# TASK PROMPT
Check each line of the entries below for the word "breaks", and copy out the ones that have it.

GIVEN INFORMATION section start

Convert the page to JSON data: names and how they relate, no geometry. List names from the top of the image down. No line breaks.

GIVEN INFORMATION section end
GIVEN INFORMATION section start

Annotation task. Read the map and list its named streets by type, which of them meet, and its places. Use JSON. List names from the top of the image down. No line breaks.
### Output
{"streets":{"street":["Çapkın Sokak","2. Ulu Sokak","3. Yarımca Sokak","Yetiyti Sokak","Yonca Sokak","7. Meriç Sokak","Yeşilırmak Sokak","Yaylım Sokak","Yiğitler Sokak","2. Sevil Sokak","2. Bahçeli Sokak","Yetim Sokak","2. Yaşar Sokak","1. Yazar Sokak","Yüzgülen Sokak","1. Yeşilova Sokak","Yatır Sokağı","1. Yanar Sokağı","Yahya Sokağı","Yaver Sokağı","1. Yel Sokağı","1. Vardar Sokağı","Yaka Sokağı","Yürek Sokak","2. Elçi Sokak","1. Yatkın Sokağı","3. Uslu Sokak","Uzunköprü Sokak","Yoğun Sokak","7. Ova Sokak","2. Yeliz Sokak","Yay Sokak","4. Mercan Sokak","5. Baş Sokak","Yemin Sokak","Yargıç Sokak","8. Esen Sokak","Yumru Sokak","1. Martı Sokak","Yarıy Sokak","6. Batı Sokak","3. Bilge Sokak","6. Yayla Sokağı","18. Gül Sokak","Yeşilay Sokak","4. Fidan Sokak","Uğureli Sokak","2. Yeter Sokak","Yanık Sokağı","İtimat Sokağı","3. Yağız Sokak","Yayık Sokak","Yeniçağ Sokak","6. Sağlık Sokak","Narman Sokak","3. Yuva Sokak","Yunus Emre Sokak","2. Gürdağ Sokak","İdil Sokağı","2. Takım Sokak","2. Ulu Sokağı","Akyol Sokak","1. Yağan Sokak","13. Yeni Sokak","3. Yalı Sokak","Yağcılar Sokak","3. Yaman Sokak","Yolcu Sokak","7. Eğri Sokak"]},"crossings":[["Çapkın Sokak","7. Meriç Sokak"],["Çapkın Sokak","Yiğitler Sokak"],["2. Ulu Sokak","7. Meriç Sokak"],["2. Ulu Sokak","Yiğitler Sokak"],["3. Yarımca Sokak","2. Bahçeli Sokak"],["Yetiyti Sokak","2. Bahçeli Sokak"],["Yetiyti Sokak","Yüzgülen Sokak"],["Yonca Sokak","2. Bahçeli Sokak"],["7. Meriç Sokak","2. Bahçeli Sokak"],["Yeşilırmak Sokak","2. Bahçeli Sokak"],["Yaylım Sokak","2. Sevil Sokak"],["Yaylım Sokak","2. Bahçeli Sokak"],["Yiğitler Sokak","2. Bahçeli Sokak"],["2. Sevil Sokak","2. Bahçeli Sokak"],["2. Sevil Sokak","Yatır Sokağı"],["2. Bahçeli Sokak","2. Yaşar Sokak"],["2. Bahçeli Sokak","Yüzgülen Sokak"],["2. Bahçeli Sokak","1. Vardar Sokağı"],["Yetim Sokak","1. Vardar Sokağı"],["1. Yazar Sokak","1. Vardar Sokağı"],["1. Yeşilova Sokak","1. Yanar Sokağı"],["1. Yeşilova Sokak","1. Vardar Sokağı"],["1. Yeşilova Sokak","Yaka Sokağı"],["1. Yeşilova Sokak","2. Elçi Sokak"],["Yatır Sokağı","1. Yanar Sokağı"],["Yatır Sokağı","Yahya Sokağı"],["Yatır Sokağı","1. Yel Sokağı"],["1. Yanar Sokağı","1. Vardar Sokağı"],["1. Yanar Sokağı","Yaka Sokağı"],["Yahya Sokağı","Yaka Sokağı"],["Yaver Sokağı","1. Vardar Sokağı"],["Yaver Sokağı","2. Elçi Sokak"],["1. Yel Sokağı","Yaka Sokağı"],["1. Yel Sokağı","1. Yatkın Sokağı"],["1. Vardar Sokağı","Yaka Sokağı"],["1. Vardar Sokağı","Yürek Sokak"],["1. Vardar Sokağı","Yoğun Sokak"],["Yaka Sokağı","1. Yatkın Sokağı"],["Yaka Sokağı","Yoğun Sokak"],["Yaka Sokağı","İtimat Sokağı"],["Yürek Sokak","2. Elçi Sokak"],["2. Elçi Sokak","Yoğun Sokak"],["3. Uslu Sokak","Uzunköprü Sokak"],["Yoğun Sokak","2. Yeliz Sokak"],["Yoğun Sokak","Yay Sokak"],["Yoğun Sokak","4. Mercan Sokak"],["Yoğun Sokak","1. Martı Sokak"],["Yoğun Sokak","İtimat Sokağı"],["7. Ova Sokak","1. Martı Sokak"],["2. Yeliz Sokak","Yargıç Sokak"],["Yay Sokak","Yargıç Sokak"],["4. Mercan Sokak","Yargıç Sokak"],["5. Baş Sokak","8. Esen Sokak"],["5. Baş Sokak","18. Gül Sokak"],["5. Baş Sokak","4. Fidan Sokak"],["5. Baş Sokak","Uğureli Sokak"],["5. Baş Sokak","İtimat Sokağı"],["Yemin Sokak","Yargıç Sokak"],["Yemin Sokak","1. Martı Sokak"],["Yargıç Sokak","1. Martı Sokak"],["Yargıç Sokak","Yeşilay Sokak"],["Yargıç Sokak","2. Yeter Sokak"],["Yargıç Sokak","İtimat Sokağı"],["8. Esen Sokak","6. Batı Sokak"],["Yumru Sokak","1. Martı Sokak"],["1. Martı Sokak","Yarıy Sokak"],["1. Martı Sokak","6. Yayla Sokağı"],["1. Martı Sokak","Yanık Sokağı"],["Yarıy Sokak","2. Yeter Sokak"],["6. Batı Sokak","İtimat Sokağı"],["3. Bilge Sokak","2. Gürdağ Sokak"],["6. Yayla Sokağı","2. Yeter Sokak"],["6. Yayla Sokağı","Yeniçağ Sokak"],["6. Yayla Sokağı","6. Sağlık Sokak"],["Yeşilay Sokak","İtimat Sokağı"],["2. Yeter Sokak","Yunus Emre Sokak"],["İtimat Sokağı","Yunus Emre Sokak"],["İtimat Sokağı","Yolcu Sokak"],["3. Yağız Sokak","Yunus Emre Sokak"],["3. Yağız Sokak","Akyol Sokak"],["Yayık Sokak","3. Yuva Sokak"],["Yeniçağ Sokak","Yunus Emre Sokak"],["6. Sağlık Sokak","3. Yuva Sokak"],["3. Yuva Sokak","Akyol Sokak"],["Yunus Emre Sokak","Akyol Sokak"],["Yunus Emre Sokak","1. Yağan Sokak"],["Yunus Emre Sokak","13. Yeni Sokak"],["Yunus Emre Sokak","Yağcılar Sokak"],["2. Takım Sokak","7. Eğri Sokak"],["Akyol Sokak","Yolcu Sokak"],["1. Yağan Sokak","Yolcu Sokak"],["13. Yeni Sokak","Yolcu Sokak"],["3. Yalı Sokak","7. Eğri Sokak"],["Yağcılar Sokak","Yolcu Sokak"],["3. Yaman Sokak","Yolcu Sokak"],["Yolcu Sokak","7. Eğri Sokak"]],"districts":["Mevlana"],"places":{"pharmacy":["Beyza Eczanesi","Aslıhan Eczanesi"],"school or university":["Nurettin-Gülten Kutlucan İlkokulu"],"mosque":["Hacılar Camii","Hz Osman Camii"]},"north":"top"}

GIVEN INFORMATION section end
GIVEN INFORMATION section start

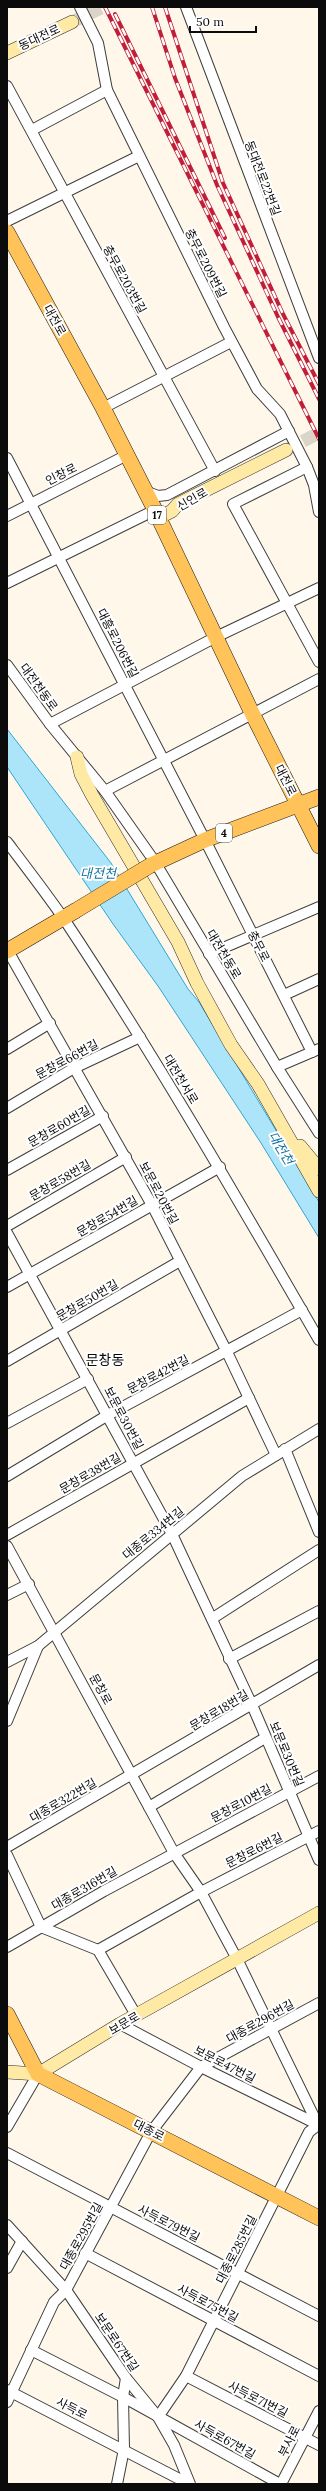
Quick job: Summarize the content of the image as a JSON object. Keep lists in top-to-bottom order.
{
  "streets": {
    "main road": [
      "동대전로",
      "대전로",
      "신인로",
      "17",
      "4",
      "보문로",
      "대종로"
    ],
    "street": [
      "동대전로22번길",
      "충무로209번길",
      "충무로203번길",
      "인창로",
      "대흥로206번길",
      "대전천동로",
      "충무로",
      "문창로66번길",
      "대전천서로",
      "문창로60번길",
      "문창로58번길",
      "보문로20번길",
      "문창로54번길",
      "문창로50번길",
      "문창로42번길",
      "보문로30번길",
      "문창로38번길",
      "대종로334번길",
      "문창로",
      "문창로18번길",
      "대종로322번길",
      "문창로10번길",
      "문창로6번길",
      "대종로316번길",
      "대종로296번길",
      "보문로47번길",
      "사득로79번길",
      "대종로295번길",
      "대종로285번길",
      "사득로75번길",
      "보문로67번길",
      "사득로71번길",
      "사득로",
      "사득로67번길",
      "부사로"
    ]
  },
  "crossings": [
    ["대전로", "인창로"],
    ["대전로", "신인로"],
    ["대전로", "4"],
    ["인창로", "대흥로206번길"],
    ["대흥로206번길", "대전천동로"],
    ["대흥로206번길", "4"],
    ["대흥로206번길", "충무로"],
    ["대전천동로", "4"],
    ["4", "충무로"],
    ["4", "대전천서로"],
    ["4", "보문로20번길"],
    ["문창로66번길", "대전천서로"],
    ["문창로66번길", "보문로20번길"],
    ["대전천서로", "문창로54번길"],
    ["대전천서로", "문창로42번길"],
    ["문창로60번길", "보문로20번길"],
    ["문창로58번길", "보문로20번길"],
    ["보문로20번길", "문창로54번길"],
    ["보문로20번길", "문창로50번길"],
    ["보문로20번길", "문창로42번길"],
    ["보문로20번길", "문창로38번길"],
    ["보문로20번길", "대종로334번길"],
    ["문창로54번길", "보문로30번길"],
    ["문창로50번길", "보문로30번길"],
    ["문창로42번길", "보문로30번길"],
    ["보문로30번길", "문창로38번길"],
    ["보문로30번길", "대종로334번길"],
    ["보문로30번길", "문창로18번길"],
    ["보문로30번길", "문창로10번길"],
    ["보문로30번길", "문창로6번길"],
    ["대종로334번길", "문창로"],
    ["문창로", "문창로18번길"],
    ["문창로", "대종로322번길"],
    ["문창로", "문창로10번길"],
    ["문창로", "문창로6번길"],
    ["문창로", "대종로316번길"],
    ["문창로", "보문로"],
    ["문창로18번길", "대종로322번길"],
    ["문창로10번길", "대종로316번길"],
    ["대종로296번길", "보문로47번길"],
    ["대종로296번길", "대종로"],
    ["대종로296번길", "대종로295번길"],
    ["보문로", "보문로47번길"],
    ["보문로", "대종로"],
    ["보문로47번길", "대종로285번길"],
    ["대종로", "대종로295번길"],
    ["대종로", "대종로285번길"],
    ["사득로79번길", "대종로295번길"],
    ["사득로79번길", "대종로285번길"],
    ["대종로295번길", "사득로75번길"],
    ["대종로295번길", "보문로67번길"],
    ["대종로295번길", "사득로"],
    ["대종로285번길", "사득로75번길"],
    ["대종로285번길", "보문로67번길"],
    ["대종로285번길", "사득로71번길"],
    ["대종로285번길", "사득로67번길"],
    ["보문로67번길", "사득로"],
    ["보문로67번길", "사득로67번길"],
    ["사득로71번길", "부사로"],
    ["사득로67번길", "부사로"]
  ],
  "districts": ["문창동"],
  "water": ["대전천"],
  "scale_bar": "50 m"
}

GIVEN INFORMATION section end

# FINAL ANSWER
Convert the page to JSON data: names and how they relate, no geometry. List names from the top of the image down. No line breaks.
Annotation task. Read the map and list its named streets by type, which of them meet, and its places. Use JSON. List names from the top of the image down. No line breaks.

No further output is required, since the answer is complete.